> _Problem to solve_
An exact copy of all the entries is needed, with no images in it.
···
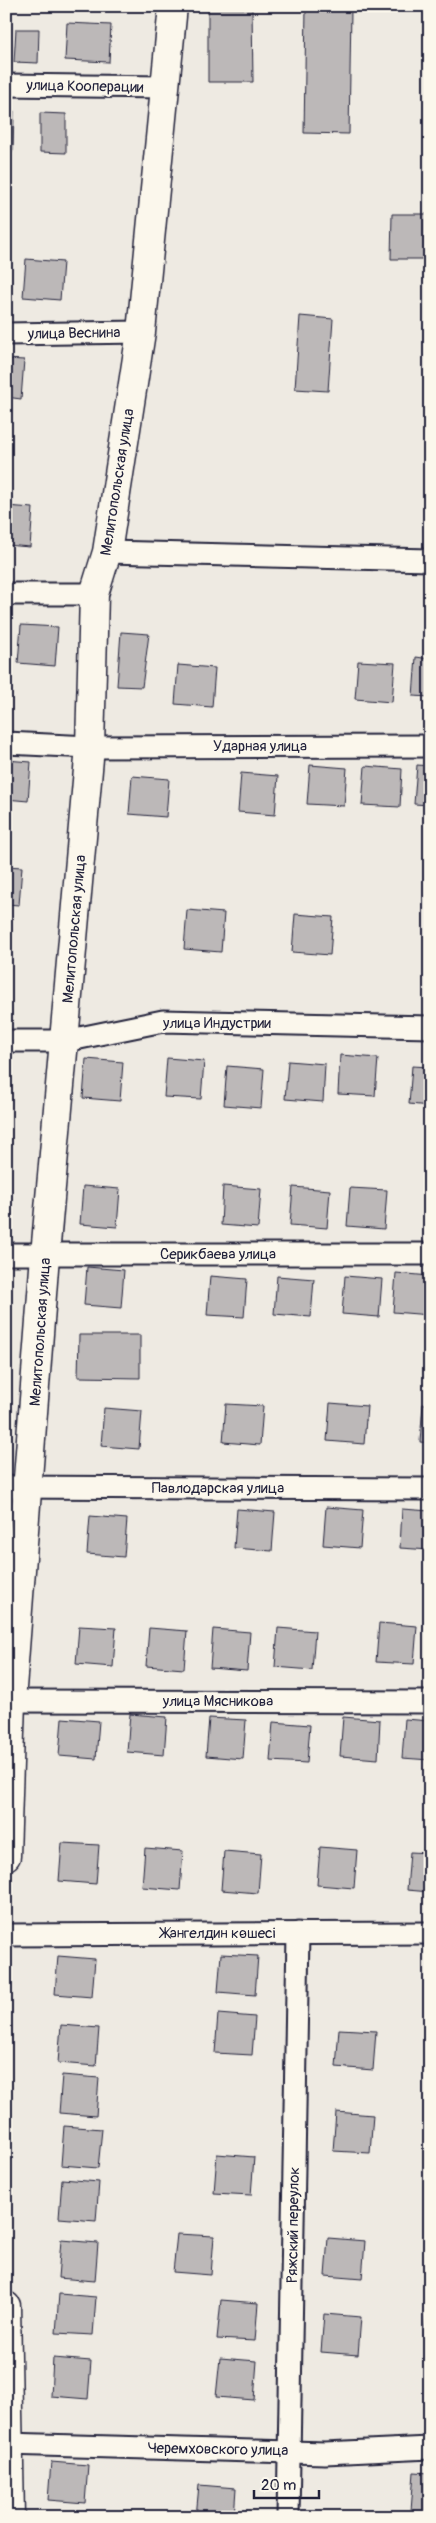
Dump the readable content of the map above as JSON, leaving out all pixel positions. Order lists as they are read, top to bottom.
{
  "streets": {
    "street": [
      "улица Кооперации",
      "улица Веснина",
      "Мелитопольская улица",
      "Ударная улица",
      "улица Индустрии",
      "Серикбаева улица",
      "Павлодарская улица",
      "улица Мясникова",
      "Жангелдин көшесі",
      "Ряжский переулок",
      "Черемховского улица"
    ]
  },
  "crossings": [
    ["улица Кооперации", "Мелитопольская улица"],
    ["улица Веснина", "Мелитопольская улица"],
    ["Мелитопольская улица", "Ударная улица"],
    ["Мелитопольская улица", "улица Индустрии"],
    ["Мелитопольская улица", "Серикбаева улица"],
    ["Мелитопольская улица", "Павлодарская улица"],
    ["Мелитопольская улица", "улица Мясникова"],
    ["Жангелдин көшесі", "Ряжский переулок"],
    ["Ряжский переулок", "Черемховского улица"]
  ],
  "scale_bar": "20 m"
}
···
> _Reply to the exercise_
Dump the readable content of the map above as JSON, leaving out all pixel positions. Order lists as they are read, top to bottom.
{
  "streets": {
    "street": [
      "улица Кооперации",
      "улица Веснина",
      "Мелитопольская улица",
      "Ударная улица",
      "улица Индустрии",
      "Серикбаева улица",
      "Павлодарская улица",
      "улица Мясникова",
      "Жангелдин көшесі",
      "Ряжский переулок",
      "Черемховского улица"
    ]
  },
  "crossings": [
    ["улица Кооперации", "Мелитопольская улица"],
    ["улица Веснина", "Мелитопольская улица"],
    ["Мелитопольская улица", "Ударная улица"],
    ["Мелитопольская улица", "улица Индустрии"],
    ["Мелитопольская улица", "Серикбаева улица"],
    ["Мелитопольская улица", "Павлодарская улица"],
    ["Мелитопольская улица", "улица Мясникова"],
    ["Жангелдин көшесі", "Ряжский переулок"],
    ["Ряжский переулок", "Черемховского улица"]
  ],
  "scale_bar": "20 m"
}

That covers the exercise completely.